JASON: It's an error in judgment, in a molecular way. But why? Even on the protistic level, the normal cell-cell interactions are so subtle, they'll take your breath away. Golden-brown algae, for instance, the lowest multicellular life form on earth—they're idiots—and it's incredible. It's perfect. So what's up with the cancer? Smartest guys in the world, with the best labs, funding—they don't know what to make of it.

So there you have it. Cancer, more than anything, is a mistake—one we haven't figured out how to correct yet. What it isn't is some malicious beast hiding behind the closet door or under the bed, breathing, waiting to take us down. It's just a bunch of stupider-than-normal cells.

Knowing this has helped me a lot. It has made the problem seem more solvable, logical. Because there are lots of ways to kill a cell, and lots of ways to inhibit a live cell from replicating. We just need to find the right ones.

Friday, December 23, 2005

Ground Rules

If you found your way here (and thank you for coming), you know by now that the last few weeks have brought unwelcome news and that Zach and I are facing another go-round with breast cancer. If you were with us the first time through, in 2001, you know that we are tackling this as we do everything else in life: steadfastly together, with relentless optimism, stubborn determination, and genuine good humor. We'll get through this, sucky as it may be, and even have some fun along the way. (Yes, you read that right.)

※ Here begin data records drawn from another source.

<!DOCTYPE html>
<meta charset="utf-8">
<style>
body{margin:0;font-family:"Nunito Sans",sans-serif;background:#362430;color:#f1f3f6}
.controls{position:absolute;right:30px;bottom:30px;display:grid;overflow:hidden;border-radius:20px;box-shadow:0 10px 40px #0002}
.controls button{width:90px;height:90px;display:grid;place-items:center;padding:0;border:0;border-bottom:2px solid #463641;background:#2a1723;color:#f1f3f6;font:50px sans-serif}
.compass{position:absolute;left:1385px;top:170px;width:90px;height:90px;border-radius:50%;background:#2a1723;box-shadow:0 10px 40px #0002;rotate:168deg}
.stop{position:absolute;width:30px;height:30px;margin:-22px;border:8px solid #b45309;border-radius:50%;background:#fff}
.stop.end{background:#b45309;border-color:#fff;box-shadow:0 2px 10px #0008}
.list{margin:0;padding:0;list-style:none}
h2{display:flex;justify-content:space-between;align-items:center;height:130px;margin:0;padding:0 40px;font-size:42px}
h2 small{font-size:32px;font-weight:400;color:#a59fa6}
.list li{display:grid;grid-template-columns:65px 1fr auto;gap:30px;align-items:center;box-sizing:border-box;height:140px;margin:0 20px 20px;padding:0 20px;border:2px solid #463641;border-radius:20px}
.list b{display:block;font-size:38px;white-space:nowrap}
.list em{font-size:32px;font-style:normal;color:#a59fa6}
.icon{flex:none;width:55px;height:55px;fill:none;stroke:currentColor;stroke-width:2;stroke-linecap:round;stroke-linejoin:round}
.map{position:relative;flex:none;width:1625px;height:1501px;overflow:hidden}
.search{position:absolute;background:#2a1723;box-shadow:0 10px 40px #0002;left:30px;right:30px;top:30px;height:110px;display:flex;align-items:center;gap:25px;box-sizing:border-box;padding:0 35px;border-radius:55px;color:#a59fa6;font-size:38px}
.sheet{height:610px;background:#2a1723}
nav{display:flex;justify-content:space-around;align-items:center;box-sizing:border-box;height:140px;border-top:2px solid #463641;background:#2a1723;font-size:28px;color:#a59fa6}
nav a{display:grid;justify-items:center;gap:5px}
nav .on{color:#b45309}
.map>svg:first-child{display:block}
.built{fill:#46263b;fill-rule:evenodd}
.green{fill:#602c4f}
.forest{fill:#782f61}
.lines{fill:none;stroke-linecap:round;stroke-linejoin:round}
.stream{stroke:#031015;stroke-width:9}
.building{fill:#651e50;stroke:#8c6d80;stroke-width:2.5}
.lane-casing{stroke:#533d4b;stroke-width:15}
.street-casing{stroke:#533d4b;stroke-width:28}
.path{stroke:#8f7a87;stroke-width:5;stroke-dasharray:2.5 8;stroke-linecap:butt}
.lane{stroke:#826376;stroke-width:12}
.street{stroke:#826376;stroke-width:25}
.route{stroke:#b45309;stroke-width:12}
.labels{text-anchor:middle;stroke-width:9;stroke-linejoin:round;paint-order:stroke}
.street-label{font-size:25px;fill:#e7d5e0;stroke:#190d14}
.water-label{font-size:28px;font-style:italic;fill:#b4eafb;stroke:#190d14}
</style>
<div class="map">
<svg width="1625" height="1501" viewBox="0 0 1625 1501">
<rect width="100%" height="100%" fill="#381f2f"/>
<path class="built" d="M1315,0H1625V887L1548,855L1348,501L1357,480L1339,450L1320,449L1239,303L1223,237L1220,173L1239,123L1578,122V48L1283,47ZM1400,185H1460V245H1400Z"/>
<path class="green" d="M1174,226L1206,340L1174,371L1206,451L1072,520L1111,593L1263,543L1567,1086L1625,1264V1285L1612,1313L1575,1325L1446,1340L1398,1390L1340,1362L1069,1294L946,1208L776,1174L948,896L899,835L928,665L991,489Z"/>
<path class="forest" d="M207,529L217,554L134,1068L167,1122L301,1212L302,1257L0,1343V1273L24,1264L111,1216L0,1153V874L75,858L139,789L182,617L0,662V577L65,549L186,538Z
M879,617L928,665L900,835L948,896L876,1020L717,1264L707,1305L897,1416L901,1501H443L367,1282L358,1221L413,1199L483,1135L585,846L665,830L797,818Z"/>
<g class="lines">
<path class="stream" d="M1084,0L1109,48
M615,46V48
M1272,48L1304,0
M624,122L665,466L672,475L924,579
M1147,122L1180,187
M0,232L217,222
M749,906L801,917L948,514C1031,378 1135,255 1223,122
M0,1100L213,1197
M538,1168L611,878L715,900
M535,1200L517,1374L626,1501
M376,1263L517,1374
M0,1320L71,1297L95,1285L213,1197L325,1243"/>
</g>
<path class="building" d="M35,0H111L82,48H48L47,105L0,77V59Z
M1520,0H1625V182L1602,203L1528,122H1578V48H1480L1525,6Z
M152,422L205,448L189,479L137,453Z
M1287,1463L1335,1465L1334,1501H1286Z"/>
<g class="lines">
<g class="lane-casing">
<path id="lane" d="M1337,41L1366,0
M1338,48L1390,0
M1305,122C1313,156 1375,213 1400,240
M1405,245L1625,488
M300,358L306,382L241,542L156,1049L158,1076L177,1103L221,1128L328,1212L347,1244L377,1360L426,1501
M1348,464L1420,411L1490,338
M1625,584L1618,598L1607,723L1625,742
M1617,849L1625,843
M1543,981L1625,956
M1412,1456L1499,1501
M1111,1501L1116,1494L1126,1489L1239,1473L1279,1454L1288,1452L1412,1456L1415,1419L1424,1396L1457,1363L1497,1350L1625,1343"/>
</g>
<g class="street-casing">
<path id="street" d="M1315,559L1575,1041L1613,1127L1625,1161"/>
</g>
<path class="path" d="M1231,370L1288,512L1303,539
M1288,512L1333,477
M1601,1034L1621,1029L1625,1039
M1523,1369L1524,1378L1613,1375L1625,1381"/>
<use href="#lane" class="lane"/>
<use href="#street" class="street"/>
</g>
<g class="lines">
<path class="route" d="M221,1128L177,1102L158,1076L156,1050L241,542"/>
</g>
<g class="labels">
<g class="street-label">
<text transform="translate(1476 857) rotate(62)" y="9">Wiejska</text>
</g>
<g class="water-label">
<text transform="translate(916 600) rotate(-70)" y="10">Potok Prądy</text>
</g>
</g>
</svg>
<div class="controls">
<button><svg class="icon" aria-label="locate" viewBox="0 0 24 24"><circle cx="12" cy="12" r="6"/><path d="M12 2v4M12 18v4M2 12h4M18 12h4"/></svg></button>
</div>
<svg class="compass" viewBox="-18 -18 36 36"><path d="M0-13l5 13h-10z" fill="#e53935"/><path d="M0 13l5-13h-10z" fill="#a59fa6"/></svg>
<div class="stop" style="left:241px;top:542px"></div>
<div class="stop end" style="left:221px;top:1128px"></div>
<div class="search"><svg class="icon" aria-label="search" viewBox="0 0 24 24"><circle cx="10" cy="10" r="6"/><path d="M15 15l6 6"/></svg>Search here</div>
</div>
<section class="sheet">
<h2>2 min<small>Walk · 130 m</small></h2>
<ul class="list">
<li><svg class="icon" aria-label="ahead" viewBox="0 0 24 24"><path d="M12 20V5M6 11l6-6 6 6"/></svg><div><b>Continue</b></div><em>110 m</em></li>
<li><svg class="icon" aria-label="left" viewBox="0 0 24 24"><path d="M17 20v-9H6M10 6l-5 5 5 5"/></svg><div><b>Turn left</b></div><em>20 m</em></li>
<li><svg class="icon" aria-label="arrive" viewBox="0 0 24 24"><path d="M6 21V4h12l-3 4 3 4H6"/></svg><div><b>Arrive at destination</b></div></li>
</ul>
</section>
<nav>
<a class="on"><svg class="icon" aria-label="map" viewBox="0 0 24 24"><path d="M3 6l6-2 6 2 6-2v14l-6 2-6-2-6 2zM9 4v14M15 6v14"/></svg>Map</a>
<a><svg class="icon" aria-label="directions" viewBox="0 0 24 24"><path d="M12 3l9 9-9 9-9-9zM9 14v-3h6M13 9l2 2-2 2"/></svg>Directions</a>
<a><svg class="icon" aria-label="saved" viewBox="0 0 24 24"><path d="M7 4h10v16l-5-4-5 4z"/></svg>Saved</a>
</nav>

We started this blog for two reasons: to keep ourselves sane and to give fine folks like you (aka our cherished family and friends) an easy way to keep tabs on us over the months to come. One thing we learned the last time around was that it was sometimes a challenge to stay current with everyone and to return calls and reply to e-mail messages as promptly as we'd have liked. This is not a subtle hint that you shouldn't call or write—you should (only if you want to, of course). It's just a pre-emptive assurance that not hearing back from us right away carries no deeper meaning.

Most of you know that I returned to school full-time in August and am scheduled to graduate in May from Columbia University's Graduate School of Journalism. It's an intensive program, which is why I have been somewhat incommunicado for the past several months, but I am hoping to remain on track and finish on time. That will likely make it especially difficult to stay in touch over the course of the spring semester, but I am hoping that this blog will help.

To start things off, here are a few ground rules:
  1. As with last time, this is not a secret. If sharing this blog or telling someone about our experience will bring aid or comfort, share and tell away.

  2. Don't walk on eggshells around us. We're OK—really—and don't want to be treated any differently than before.

  3. Jokes are welcome. Bald jokes will be especially welcome pretty soon. Keep 'em coming.

  4. There's really nothing you can do, but if something comes up, we promise to let you know right away. (Of course, my mom pretty much has dibs on this one.)

  5. You can be funny, profane, outraged, outrageous, cheeky, or charming, but please—whatever you do—do not be maudlin.

  6. Please leave comments—it's one great way for us to stay connected.

  7. We reserve the right to add more rules at any time.

Thanks so much for stopping by. Come back anytime.